Margot Bruyère, romancière d’origine quimpéroise, est bien connue en Bretagne tant par ses romans policiers que par ses ouvrages historiques. Fidèle à cette dernière façon, elle brosse dans son dernier livre - publié aux éditions Coop Breizh - le  portrait  kaléidoscopique du médecin Théophile Laennec, « l’une des plus grandes gloires de Quimper ».


En juin 1793, c’est la terreur à Nantes où le fleuve rougit du sang des décapités. Théophile  Laennec, né à Quimper en 1781, s’amuse à versifier à la façon de Virgile devant sa « petite mère ». Adopté par son oncle Guillaume à la mort de sa mère, ce jeune garçon plein d’esprit qui parle aussi bien français que breton, reçoit dans sa nouvelle famille nantaise tout l’amour nécessaire pour grandir et devenir, comme l’est son oncle, médecin.

Infatigable marcheur, coureur des bois et chasseur, cet être radicalement hors du commun met la même passion à étudier la médecine et à se hisser aux plus hauts sommets de cette science – que comme beaucoup de ses pairs, il considérait d’ailleurs plutôt comme un art. Aidé par les uns, jalousé par les autres – ceux-ci étant hélas plus nombreux que ceux-là -, il travaille dans les plus importants hôpitaux parisiens pendant une quinzaine d’années sans jamais parvenir pourtant à s’assurer une vie confortable du point de vue financier. Etonnante situation ! Celui qui, selon le mot du Professeur Jean Bernard, « fit passer la médecine d’un état approximatif à celui de science souvent exacte » passe la majeure partie de sa brève existence  (il meurt à 45 ans fauché par la phtisie) sinon dans la gêne, du moins dans une vraie modestie. Il est vrai qu’il garde, même au contact des favorisés et des fortunés qu’il rencontre à Paris, le goût tenace de la simplicité et le constant souci de mettre ses connaissances au service des plus pauvres. Enfin, si chacun se souvient qu’on lui doit l’invention de l’indispensable stéthoscope – qu’il appelait, plus simplement : « le cylindre » – on oublie souvent aujourd’hui ses innombrables autres découvertes relatives à la cirrhose, à  la tuberculose, au mélanome, sans parler de son traité d’Anatomie pathologique : « De l’auscultation médiate », fort célébré en son temps.

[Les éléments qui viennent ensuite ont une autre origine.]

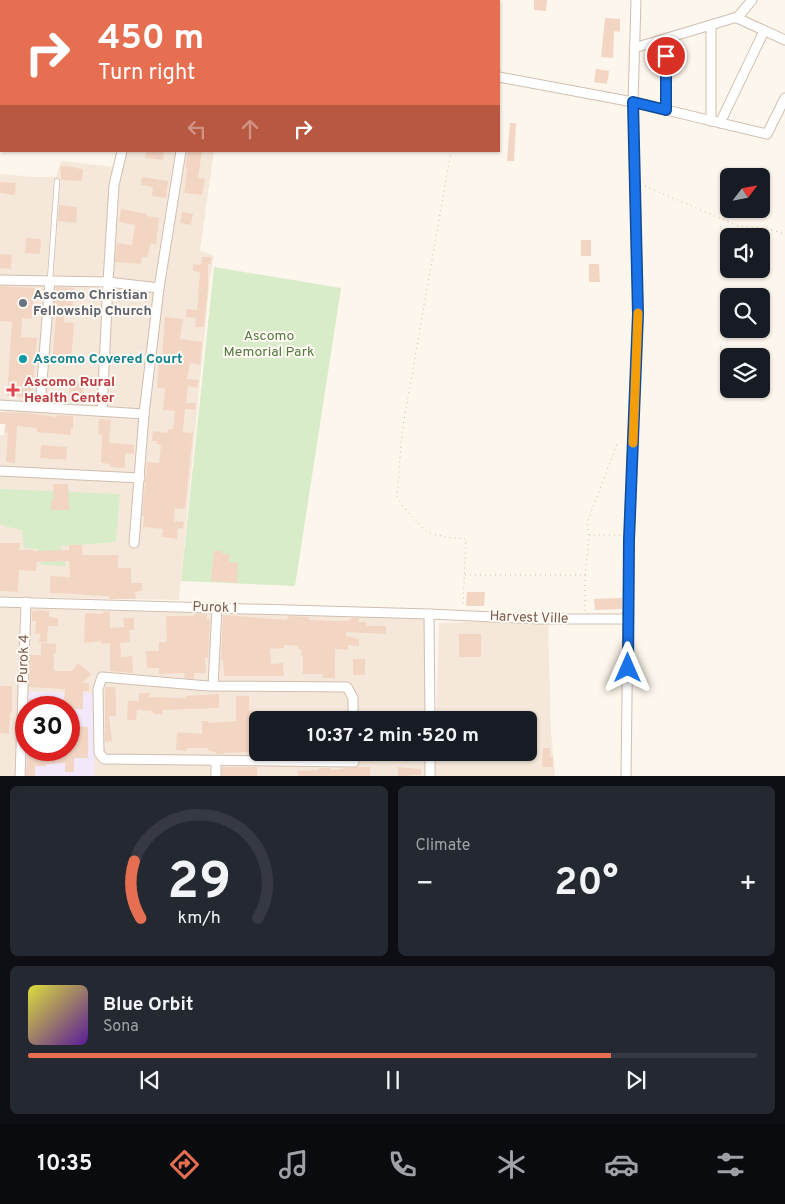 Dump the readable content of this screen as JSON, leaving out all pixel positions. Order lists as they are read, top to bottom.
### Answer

Epuisé et de retour en Bretagne dans son domaine rustique de  Kerlouarnec près de Douarnenez, il peut enfin penser un peu à lui et tenter de soigner, au grand air, une santé altérée par des années de labeur éreintant. Perpétuellement habité par cette passion d’apprendre qui aura été le moteur de son existence, il s’invente alors de nouveaux métiers et se désire à la fois paysan, architecte, menuisier…ajoutant sans cesse aux multiples facettes de son kaléidoscope personnel.

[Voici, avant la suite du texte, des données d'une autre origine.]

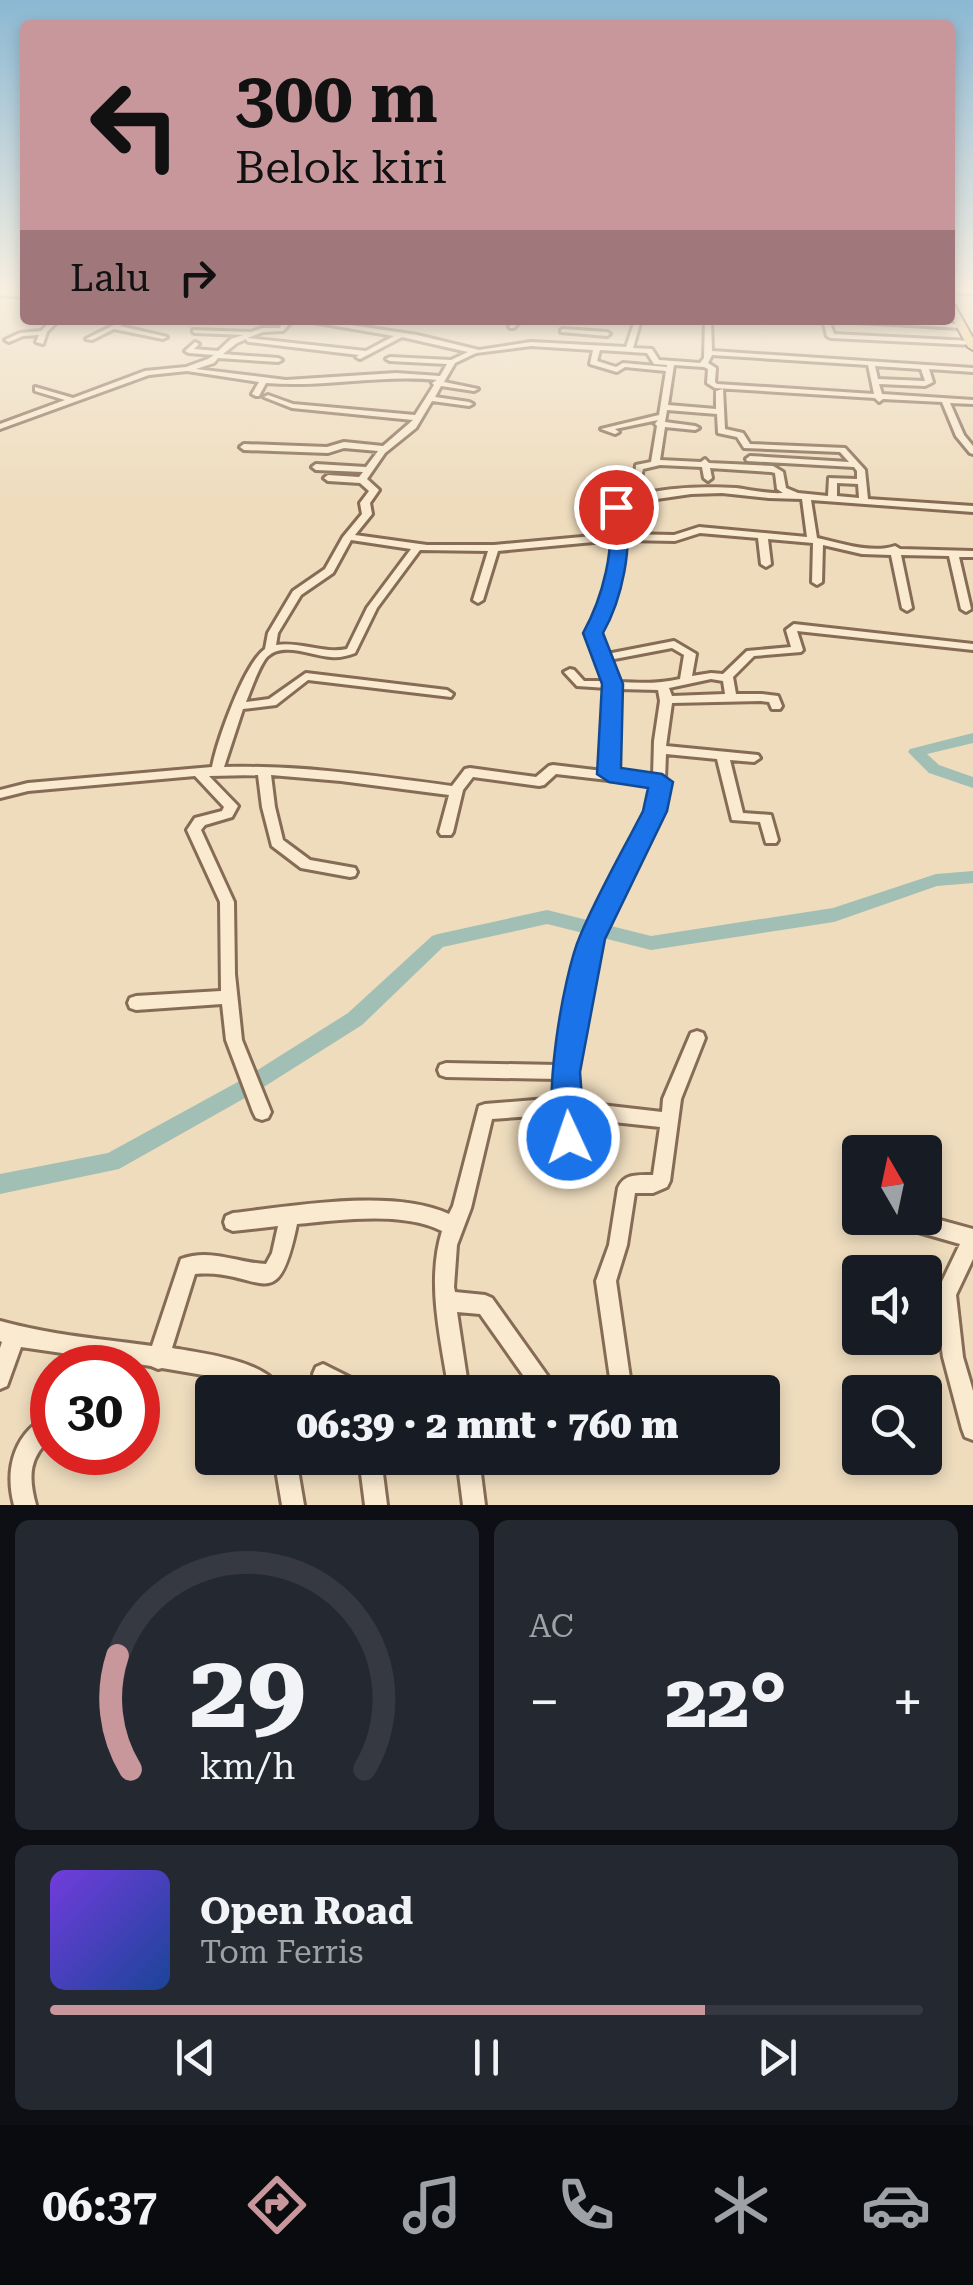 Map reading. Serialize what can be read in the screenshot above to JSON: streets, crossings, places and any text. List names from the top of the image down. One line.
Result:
{"north":"top","page":{"turn":["300 m","Belok kiri"],"then":"Lalu","limit":"30","trip":"06:39 · 2 mnt · 760 m","tile":"AC","heat":["−","22°","+"],"song":["Open Road","Tom Ferris"],"tabs":"06:37","gauge":["29","km/h"]}} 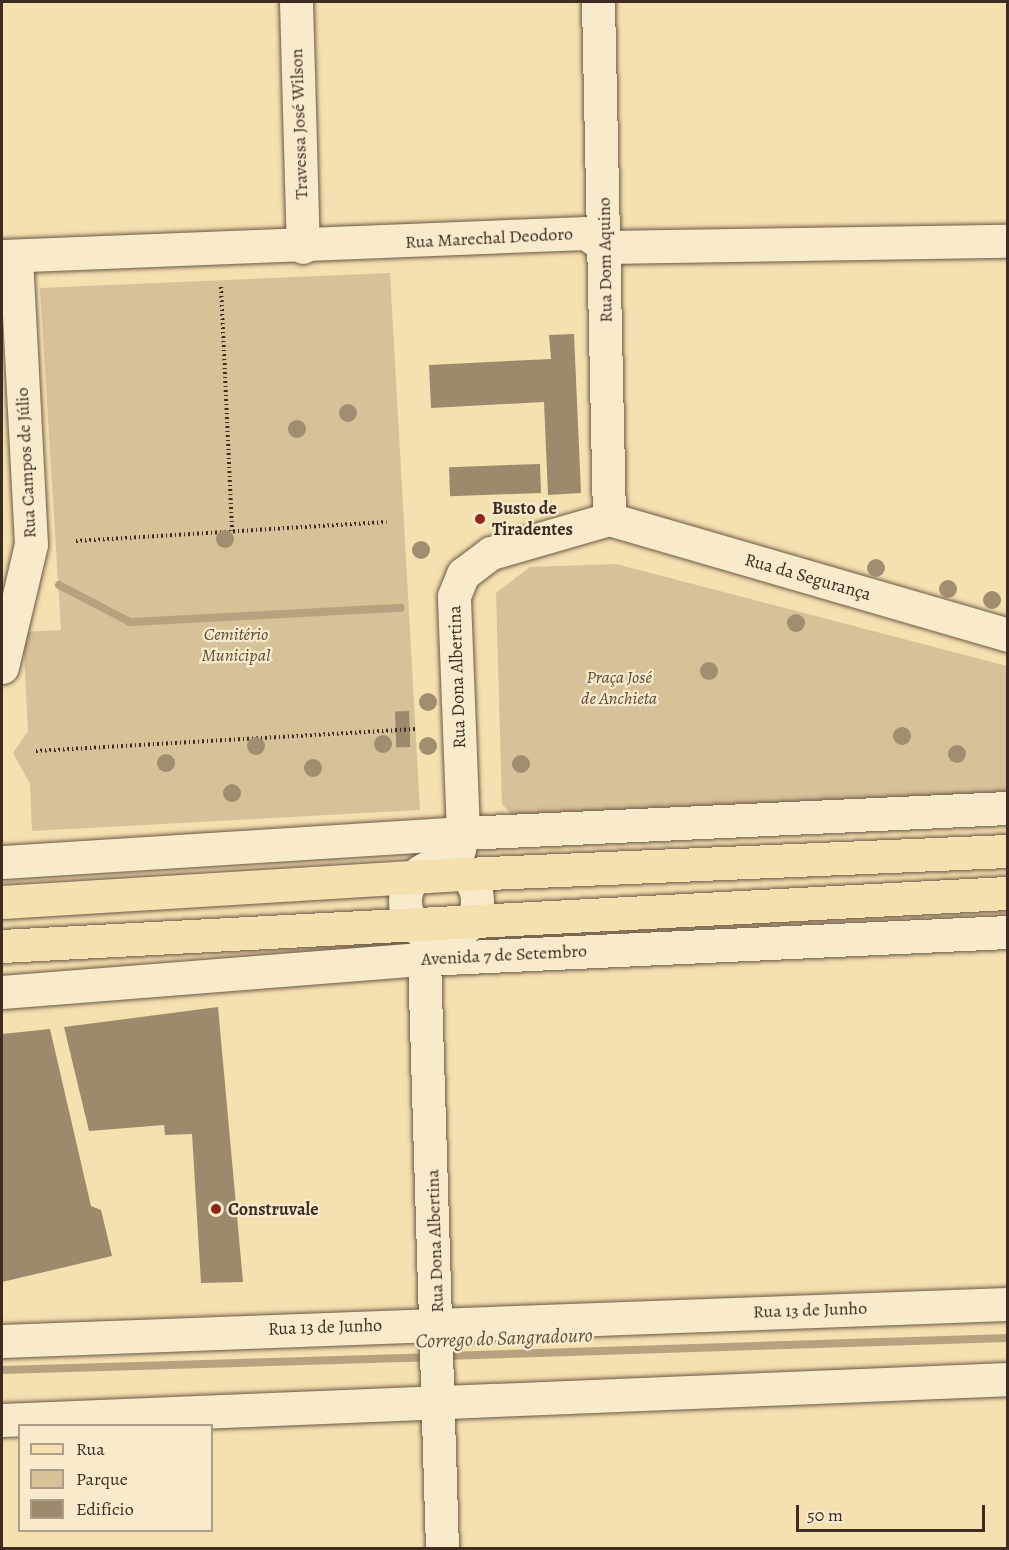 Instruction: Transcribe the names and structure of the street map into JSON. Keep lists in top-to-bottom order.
{
  "streets": {
    "main road": ["Avenida 7 de Setembro"],
    "street": [
      "Travessa José Wilson",
      "Rua Marechal Deodoro",
      "Rua Dom Aquino",
      "Rua Campos de Júlio",
      "Rua da Segurança",
      "Rua Dona Albertina",
      "Rua 13 de Junho"
    ]
  },
  "crossings": [
    ["Travessa José Wilson", "Rua Marechal Deodoro"],
    ["Rua Marechal Deodoro", "Rua Dom Aquino"],
    ["Rua Marechal Deodoro", "Rua Campos de Júlio"],
    ["Rua Dom Aquino", "Rua da Segurança"],
    ["Rua Dom Aquino", "Rua Dona Albertina"],
    ["Rua da Segurança", "Rua Dona Albertina"],
    ["Rua Dona Albertina", "Avenida 7 de Setembro"],
    ["Rua Dona Albertina", "Rua 13 de Junho"]
  ],
  "water": ["Corrego do Sangradouro"],
  "parks": ["Cemitério Municipal", "Praça José de Anchieta"],
  "places": ["Busto de Tiradentes", "Construvale"],
  "legend": ["Rua", "Parque", "Edifício"],
  "scale_bar": "50 m"
}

Cette « énergie surhumaine » déployée avant tout au service d’autrui – il y a chez Laennec une façon gourmande et désespérée à la fois de servir l’entière humanité – laisse admiratif. Margot Bruyère retrace les mille étapes de cette existence passionnée avec compétence et une indéniable grâce. Elle échappe au piège de l’ouvrage  romancé  et préfère concentrer son travail d’écriture sur les faits d’une vie incommode  saisie au double prisme de sa grandeur et de ses difficultés. Comme tel, elle nous offre un Laennec modeste et admirable,  toujours peint sous une sorte d’ombre triste cependant rehaussée de clarté –comme des lampes  bienfaisantes surgissent des arches de la nuit profonde pour en éclairer doucement les contours.